Neste mês de outubro, o Gabinete de Articulação para a Efetividade da Política de Educação do estado do Mato Grosso ? Gaepe-MT completa um ano de muito trabalho e realizações.

Neste mês de outubro, o Gabinete de Articulação para a Efetividade da Política de Educação do estado do Mato Grosso – Gaepe-MT completa um ano de muito trabalho e realizações. Foram meses de reuniões, diagnósticos e de ação conjunta dos representantes das 19 entidades que compõem essa governança horizontal.

A inquietação inicial que levou à proposta de ação dessa governança tem relação com uma pergunta: por que uma determinada criança está fora da escola, se sabemos quem ela é, onde está, e o que precisa ser feito para que esteja matriculada, aprendendo e possa ter seu direito ao desenvolvimento integral garantido?

Existe, afinal, toda uma rede de proteção da infância e adolescência, que perpassa os Três Poderes da República - o Executivo, o Legislativo e o Judiciário - e que também envolve a sociedade civil, que, organizada, pode buscar meios de concretizar o acesso à Educação.

O que falta, então, para que esse sistema de fato funcione de forma a ter, como resultado, a efetivação do direito de milhares de crianças e jovens?

Será que há suficiente escuta e colaboração na relação entre entidades cujas competências visam a concretização do direito à educação? Falta, talvez, um sistema que as permita enxergar a totalidade do processo, ao invés de resolver pontualmente questões individuais, como  a matrícula de uma única criança, em um cenário de falta de vagas para muitas delas - às vezes, em situação de maior vulnerabilidade - e falta de um plano e de orçamento para expansão do atendimento.

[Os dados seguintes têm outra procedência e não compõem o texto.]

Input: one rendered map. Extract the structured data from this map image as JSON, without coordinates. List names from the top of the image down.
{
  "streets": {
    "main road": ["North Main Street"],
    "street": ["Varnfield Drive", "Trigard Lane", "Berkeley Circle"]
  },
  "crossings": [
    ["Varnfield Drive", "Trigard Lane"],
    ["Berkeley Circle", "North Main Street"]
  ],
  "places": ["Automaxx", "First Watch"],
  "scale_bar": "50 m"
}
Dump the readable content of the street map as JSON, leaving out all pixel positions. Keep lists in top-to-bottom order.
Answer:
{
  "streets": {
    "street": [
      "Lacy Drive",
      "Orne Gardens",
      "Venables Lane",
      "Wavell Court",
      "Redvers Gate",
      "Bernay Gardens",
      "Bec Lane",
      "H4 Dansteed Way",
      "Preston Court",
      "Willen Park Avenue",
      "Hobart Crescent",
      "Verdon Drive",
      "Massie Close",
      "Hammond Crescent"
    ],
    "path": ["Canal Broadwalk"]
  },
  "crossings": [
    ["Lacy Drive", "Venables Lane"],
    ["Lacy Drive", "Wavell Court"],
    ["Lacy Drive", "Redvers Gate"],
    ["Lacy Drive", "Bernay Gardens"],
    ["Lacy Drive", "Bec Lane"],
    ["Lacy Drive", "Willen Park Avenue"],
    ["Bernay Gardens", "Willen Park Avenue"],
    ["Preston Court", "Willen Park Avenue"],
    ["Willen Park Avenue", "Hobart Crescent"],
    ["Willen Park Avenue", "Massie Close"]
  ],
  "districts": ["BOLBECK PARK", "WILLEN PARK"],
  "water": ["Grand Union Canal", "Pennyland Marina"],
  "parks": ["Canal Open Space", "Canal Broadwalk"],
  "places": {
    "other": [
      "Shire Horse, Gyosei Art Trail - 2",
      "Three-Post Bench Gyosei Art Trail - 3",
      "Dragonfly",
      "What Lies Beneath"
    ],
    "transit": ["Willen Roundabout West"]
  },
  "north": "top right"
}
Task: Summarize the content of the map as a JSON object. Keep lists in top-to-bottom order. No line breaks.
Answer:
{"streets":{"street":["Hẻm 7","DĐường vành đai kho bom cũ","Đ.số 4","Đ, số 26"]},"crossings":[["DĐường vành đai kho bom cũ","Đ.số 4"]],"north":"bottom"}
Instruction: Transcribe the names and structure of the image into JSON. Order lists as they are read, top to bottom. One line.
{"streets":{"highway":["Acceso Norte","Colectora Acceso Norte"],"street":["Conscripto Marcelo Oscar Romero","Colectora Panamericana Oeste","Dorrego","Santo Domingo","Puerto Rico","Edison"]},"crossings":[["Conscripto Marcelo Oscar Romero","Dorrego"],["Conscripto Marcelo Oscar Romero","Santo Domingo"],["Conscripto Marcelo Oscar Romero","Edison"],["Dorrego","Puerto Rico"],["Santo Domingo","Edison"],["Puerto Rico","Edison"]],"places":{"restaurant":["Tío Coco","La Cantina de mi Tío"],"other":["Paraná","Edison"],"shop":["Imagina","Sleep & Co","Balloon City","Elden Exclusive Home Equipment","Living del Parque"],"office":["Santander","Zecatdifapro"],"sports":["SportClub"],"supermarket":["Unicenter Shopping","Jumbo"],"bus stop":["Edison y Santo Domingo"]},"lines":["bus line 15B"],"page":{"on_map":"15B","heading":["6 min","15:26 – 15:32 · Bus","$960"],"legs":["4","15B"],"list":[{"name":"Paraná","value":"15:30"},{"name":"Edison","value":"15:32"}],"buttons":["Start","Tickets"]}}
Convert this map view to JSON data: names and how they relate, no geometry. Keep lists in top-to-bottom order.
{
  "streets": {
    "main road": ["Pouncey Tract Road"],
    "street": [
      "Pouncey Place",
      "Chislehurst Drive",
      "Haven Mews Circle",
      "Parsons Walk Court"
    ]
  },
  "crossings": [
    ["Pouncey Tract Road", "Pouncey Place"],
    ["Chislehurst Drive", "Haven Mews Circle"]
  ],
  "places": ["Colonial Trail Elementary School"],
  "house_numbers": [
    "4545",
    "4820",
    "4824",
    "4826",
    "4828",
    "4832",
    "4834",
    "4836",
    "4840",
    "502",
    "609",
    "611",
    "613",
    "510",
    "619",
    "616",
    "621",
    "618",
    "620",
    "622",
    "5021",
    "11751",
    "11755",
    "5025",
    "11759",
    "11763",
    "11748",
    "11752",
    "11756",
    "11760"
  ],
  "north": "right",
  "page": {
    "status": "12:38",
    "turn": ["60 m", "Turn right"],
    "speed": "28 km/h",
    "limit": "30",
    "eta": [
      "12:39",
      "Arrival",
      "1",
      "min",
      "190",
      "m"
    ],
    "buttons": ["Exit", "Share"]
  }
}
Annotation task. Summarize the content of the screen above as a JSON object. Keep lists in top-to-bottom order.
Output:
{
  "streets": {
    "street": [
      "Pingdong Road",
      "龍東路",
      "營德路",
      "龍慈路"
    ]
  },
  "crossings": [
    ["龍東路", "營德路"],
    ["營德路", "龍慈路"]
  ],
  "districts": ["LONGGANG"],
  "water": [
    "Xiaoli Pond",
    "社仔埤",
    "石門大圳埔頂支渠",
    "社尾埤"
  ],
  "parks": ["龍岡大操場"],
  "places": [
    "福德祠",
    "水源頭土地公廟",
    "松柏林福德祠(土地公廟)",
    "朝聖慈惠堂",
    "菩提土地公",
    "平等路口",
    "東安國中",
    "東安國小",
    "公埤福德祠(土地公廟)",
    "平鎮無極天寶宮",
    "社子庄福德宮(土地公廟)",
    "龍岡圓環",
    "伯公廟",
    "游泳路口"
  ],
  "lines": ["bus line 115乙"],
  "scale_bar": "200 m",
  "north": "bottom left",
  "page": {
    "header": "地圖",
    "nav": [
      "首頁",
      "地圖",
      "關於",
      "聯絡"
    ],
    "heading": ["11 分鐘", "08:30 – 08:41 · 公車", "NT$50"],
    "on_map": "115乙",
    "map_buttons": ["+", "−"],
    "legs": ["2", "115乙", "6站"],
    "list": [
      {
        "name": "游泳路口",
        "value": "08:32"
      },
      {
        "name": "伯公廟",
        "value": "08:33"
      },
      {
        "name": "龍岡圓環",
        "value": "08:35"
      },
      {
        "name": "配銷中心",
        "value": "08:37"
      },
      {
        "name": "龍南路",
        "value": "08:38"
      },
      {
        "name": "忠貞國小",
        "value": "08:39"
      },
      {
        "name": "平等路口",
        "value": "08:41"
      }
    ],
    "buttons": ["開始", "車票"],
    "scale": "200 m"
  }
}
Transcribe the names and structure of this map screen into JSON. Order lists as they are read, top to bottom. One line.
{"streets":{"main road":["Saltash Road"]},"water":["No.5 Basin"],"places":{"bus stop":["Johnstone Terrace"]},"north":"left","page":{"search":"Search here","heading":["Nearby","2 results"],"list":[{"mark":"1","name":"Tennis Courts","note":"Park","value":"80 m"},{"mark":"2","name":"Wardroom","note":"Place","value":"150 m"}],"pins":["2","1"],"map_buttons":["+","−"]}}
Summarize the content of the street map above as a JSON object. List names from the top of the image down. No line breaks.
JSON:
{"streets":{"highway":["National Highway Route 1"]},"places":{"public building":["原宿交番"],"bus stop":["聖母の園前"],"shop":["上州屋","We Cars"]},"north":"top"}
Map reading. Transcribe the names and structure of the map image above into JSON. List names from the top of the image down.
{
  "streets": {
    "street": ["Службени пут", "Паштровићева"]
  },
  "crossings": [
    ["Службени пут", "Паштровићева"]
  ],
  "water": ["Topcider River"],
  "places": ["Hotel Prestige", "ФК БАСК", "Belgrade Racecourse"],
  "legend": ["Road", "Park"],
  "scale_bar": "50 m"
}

Algumas experiências mostram que esses fatores podem contribuir para acelerar resultados em políticas públicas. Em São Paulo, a articulação em tom cooperativo culminou em uma decisão judicial para que o município fizesse um plano de expansão para atender a toda a demanda por vagas em creches e criação de um comitê interinstitucional de monitoramento dessa medida. Em Mato Grosso, foi reconhecida a prioridade que se deve atribuir às ações para a primeira infância, e organizada mobilização focada quando da votação das leis orçamentárias.

A partir da experiência do Instituto Articule em apoiar o estabelecimento do diálogo interinstitucional, chegamos a três fatores fundamentais para a maior efetividade das políticas públicas. O primeiro deles, é o estabelecimento do diálogo e de uma agenda comum - o que só é possível em ambiente de caráter horizontal, no qual todas as entidades tenham igual espaço de manifestação, onde possam ser estabelecido um plano de trabalho previamente pactuado entre todos. O segundo aspecto é a elaboração de diagnósticos e de metas, para que possam ser conhecidos os desafios de cada processo e pensadas soluções sistêmicas, que confiram resolutividade aos encaminhamentos propostos. O terceiro fator nesse cálculo é prioridade política: a agenda pactuada tem que estar clara nas posições das instituições do território, inclusive com alocação de recursos financeiros para o atingimento dos objetivos.

Essas questões e constatações motivaram, em 2019,  uma provocação do Instituto Articule aos representantes do sistema dos Tribunais de Contas. Em diálogo com a Associação dos Membros dos Tribunais de Contas do Brasil (Atricon) e o Instituto Rui Barbosa (IRB), propusemos a criação de uma governança interinstitucional, que reunisse os gestores públicos aos órgãos de controle, ao Sistema de Justiça, ao Legislativo e à sociedade civil, em um ambiente propositivo e com foco na resolutividade.

Assim surgiram os Gaepe, como projeto piloto em Rondônia, e prontamente seguido pela criação em outros estados.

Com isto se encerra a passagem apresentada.